Stage One: Simplicity
Scaling software development has to start somewhere. When I joined LinkedIn in 2011, the LinkedIn mobile development team was small—six people small, to be exact. The company only had an iOS app, and it was built on the Three20 framework. We used a Ruby on Rails frontend and our Rails instances interfaced with our backend API. Builds were created on my personal machine and releases were on an as-needed basis. Testing was almost entirely manual and we only tested a few server-side metrics. We had no mobile web presence or Android presence.As you can imagine, this was not the most efficient way to build and deploy software.
One of the most important first steps when starting any major new software development project is to find ways to make the develop-build-release process simple. An early focus on simplicity and straightforward process is key because it allows you to concentrate on creating software that solves your business problem, performs well for your users, and can scale as your user base grows.

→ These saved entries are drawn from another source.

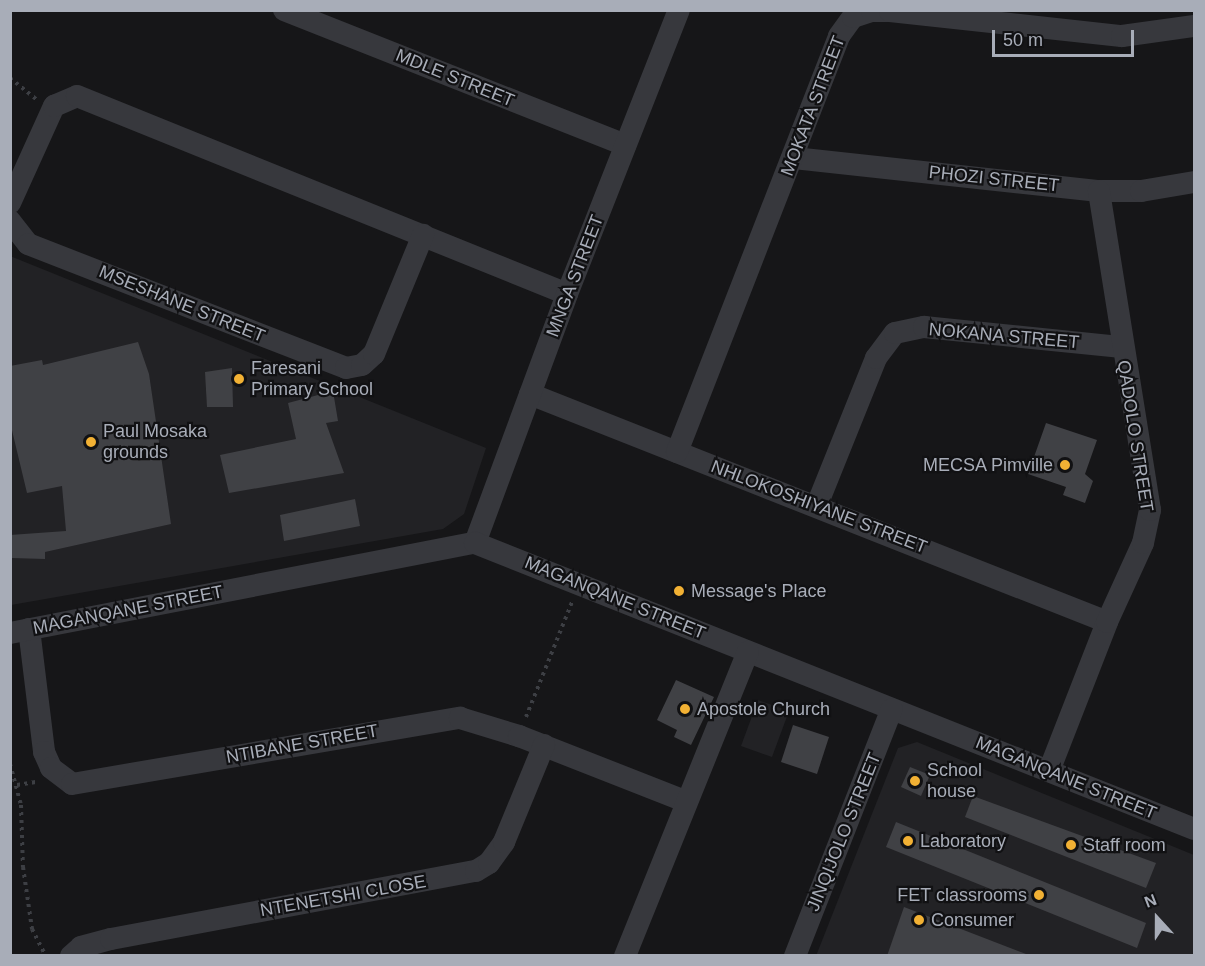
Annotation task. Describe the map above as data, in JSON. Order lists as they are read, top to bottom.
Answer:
{
  "streets": {
    "street": [
      "MDLE STREET",
      "MOKATA STREET",
      "PHOZI STREET",
      "MNGA STREET",
      "MSESHANE STREET",
      "NOKANA STREET",
      "QADOLO STREET",
      "NHLOKOSHIYANE STREET",
      "MAGANQANE STREET",
      "NTIBANE STREET",
      "JINQIJOLO STREET",
      "NTENETSHI CLOSE"
    ]
  },
  "crossings": [
    ["MDLE STREET", "MNGA STREET"],
    ["MOKATA STREET", "PHOZI STREET"],
    ["MOKATA STREET", "NHLOKOSHIYANE STREET"],
    ["PHOZI STREET", "QADOLO STREET"],
    ["MNGA STREET", "NHLOKOSHIYANE STREET"],
    ["MNGA STREET", "MAGANQANE STREET"],
    ["NOKANA STREET", "QADOLO STREET"],
    ["NOKANA STREET", "NHLOKOSHIYANE STREET"],
    ["QADOLO STREET", "NHLOKOSHIYANE STREET"],
    ["QADOLO STREET", "MAGANQANE STREET"],
    ["MAGANQANE STREET", "NTIBANE STREET"],
    ["MAGANQANE STREET", "JINQIJOLO STREET"],
    ["NTIBANE STREET", "NTENETSHI CLOSE"]
  ],
  "places": [
    "Faresani Primary School",
    "Paul Mosaka grounds",
    "MECSA Pimville",
    "Message's Place",
    "Apostole Church",
    "School house",
    "Laboratory",
    "Staff room",
    "FET classrooms",
    "Consumer"
  ],
  "scale_bar": "50 m",
  "north": "top"
}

In the mobile world, many people assume that they have no time to focus on building solid code. They are consequently lured into using tools like PhoneGap, which trade simplicity for portability. But my recommendation is not to do that, because these tools essentially trade technical debt for speed of development and deployment, making it harder for you to understand your own code as your applications evolve. They also make it impossible to use the developer tools, both server side and client side, provided by big platform companies like Apple and Google. These tools can meet the needs of the average project team when you have less than ten or so developers working on a project when it comes to development and testing.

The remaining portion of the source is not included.